Barrack: Co-investment seen as 'best' model

Speaking at the PERE Forum in New York, the Colony chairman said that, for some larger investors, cutting out the capital allocators and investing via co-investment structures will be the vehicle of choice for the near future.

Co-investment vehicles will be the investment model of choice for larger investors in the near future as they shun capital allocators and increasingly move towards direct deals, according to Thomas Barrack.

The Colony Capital chairman and chief executive officer was speaking at the PERE Forum in New York today when he said, “Co-investment clubs will become, for the bigger [investors], the better investment vehicle for a while”.

Barrack told the 200-strong audience that, in a market where transactions didn't move rapidly and where some fund sponsors were able to raise capital quickly, the need for LPs to provide “discretionary capital” to GPs had diminished.

Barrack
went on to warn that all LPs “wanted more for less” and – like the wider economy – wanted to be “consumer direct”. As a result, “if you are only a middle man [capital allocator], you are going to be in trouble,” he said.

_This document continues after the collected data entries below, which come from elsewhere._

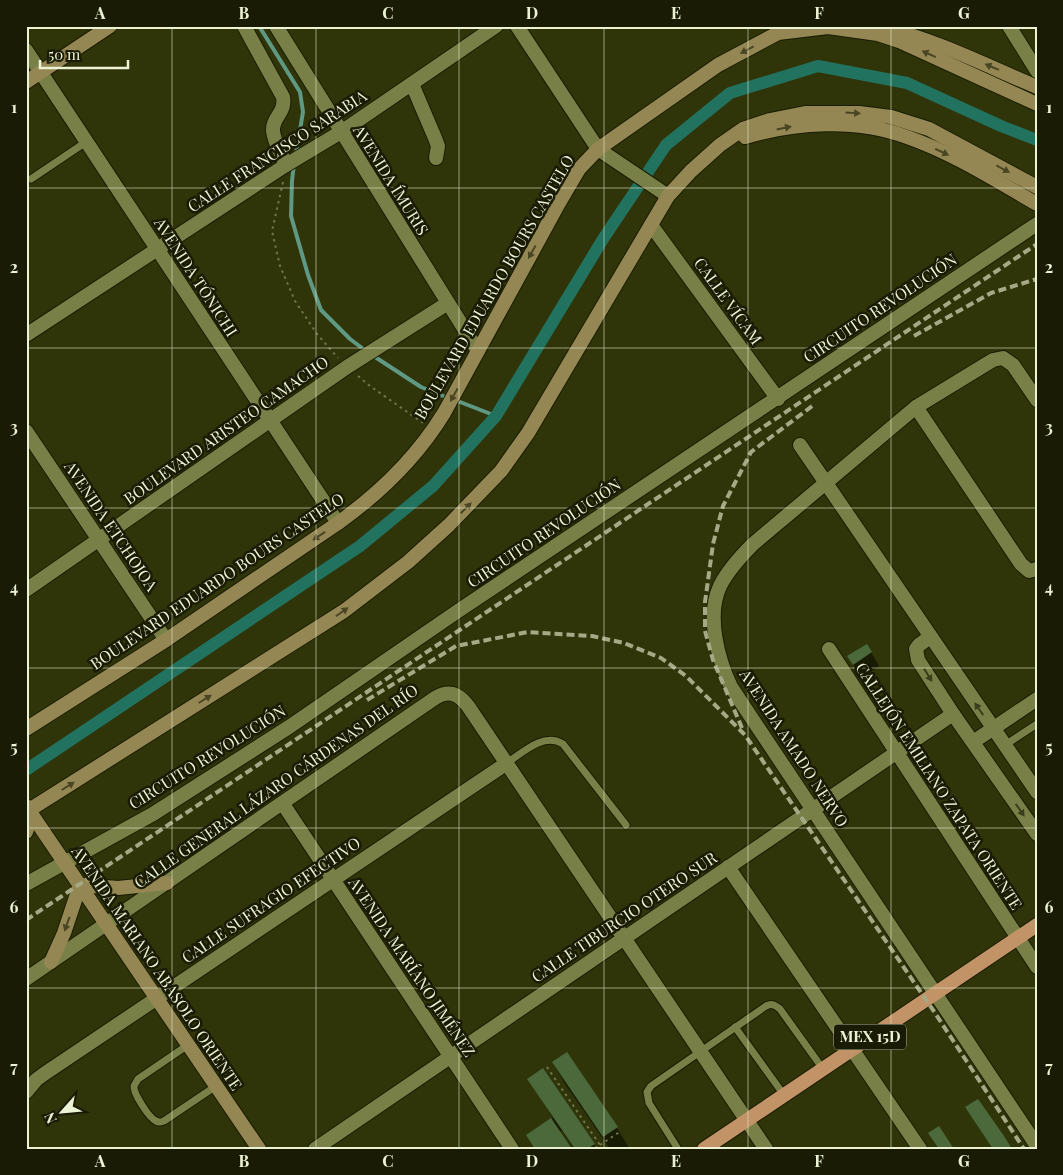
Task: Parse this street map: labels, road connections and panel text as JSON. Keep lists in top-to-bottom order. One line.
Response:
{"streets":{"highway":["MEX 15D"],"main road":["BOULEVARD EDUARDO BOURS CASTELO","AVENIDA MARIANO ABASOLO ORIENTE"],"street":["CALLE FRANCISCO SARABIA","AVENIDA ÍMURIS","AVENIDA TÓNICHI","CALLE VÍCAM","CIRCUITO REVOLUCIÓN","BOULEVARD ARISTEO CAMACHO","AVENIDA ETCHOJOA","AVENIDA AMADO NERVO","CALLE GENERAL LÁZARO CÁRDENAS DEL RÍO","CALLEJÓN EMILIANO ZAPATA ORIENTE","CALLE SUFRAGIO EFECTIVO","CALLE TIBURCIO OTERO SUR","AVENIDA MARÍANO JIMÉNEZ"]},"crossings":[["CALLE FRANCISCO SARABIA","AVENIDA ÍMURIS"],["CALLE FRANCISCO SARABIA","AVENIDA TÓNICHI"],["AVENIDA ÍMURIS","BOULEVARD EDUARDO BOURS CASTELO"],["AVENIDA ÍMURIS","BOULEVARD ARISTEO CAMACHO"],["AVENIDA TÓNICHI","BOULEVARD EDUARDO BOURS CASTELO"],["AVENIDA TÓNICHI","BOULEVARD ARISTEO CAMACHO"],["BOULEVARD EDUARDO BOURS CASTELO","AVENIDA ETCHOJOA"],["CALLE VÍCAM","CIRCUITO REVOLUCIÓN"],["CIRCUITO REVOLUCIÓN","AVENIDA MARIANO ABASOLO ORIENTE"],["BOULEVARD ARISTEO CAMACHO","AVENIDA ETCHOJOA"],["AVENIDA AMADO NERVO","CALLE TIBURCIO OTERO SUR"],["AVENIDA AMADO NERVO","MEX 15D"],["CALLE GENERAL LÁZARO CÁRDENAS DEL RÍO","CALLE SUFRAGIO EFECTIVO"],["CALLE GENERAL LÁZARO CÁRDENAS DEL RÍO","AVENIDA MARÍANO JIMÉNEZ"],["CALLE GENERAL LÁZARO CÁRDENAS DEL RÍO","AVENIDA MARIANO ABASOLO ORIENTE"],["CALLEJÓN EMILIANO ZAPATA ORIENTE","CALLE TIBURCIO OTERO SUR"],["CALLEJÓN EMILIANO ZAPATA ORIENTE","MEX 15D"],["CALLE SUFRAGIO EFECTIVO","AVENIDA MARÍANO JIMÉNEZ"],["CALLE SUFRAGIO EFECTIVO","AVENIDA MARIANO ABASOLO ORIENTE"],["CALLE TIBURCIO OTERO SUR","AVENIDA MARÍANO JIMÉNEZ"]],"scale_bar":"50 m","north":"bottom left","grid":{"columns":["A","B","C","D","E","F","G"],"rows":["1","2","3","4","5","6","7"]}}
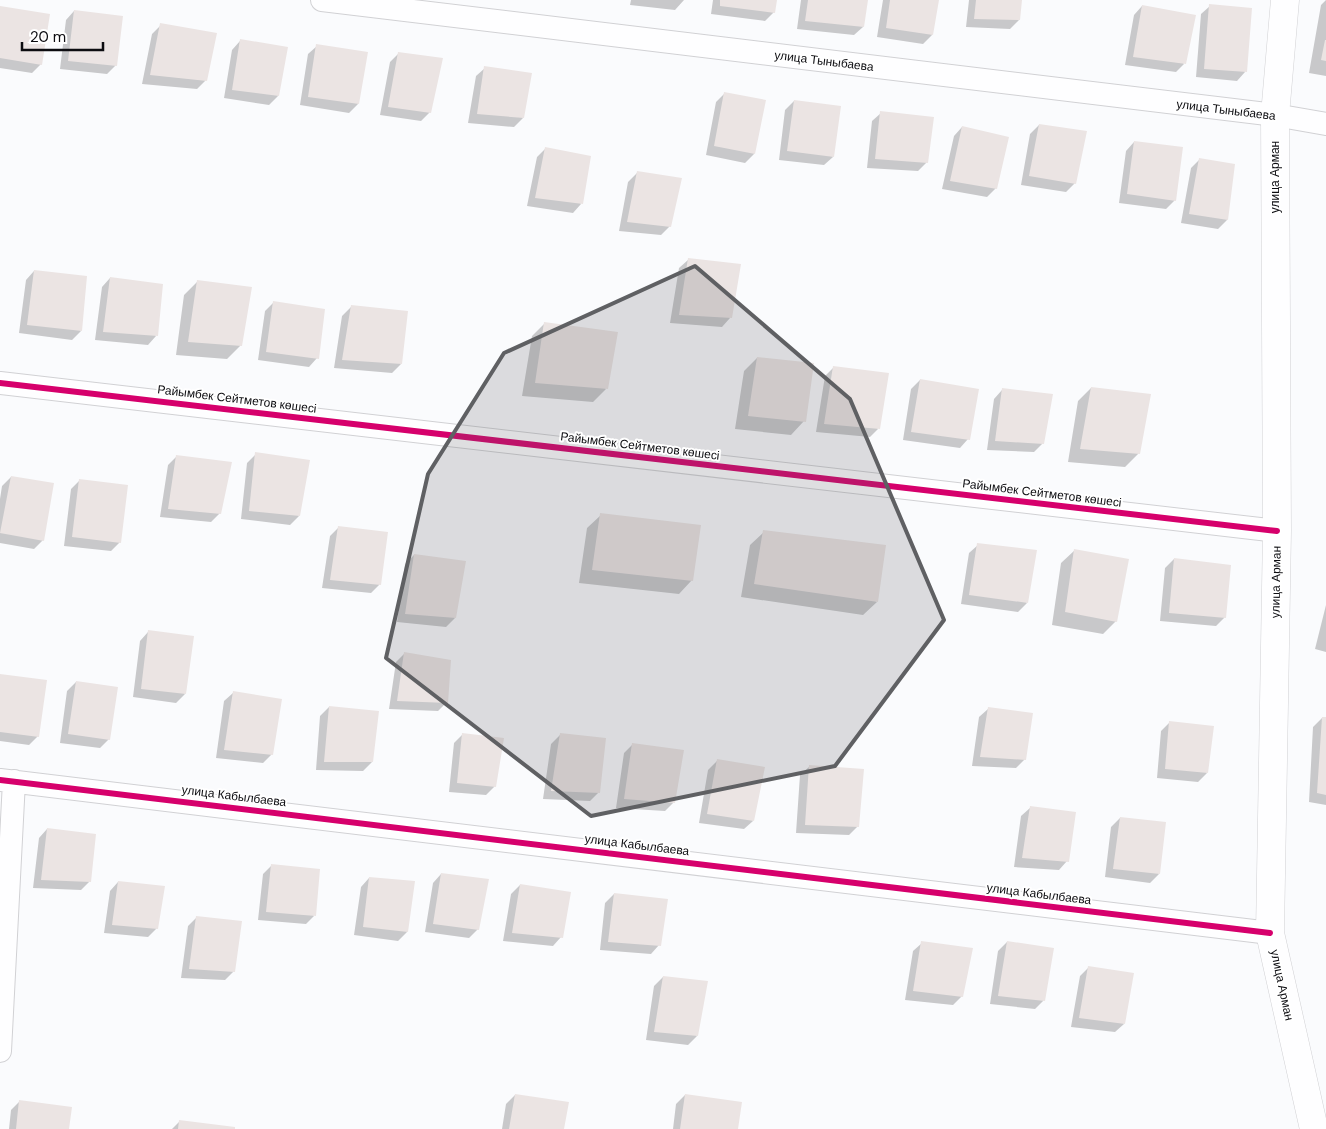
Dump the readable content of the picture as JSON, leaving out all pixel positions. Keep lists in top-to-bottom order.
{
  "streets": {
    "street": [
      "улица Тыныбаева",
      "улица Арман",
      "Райымбек Сейтметов көшесі",
      "улица Кабылбаева"
    ]
  },
  "crossings": [
    ["улица Тыныбаева", "улица Арман"],
    ["улица Арман", "Райымбек Сейтметов көшесі"],
    ["улица Арман", "улица Кабылбаева"]
  ],
  "scale_bar": "20 m"
}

However, the forum delegates also heard that only some of the largest institutional investors have the size and capabilities to invest directly, or through co-investment vehicles.

Despite 79 percent of the audience voting that they would rather invest with an operator, as opposed to an allocator, a panel of industry professionals questioned: “How are you going to administer that operator relationship. Can you make the myriad of decisions [needed] in real time?”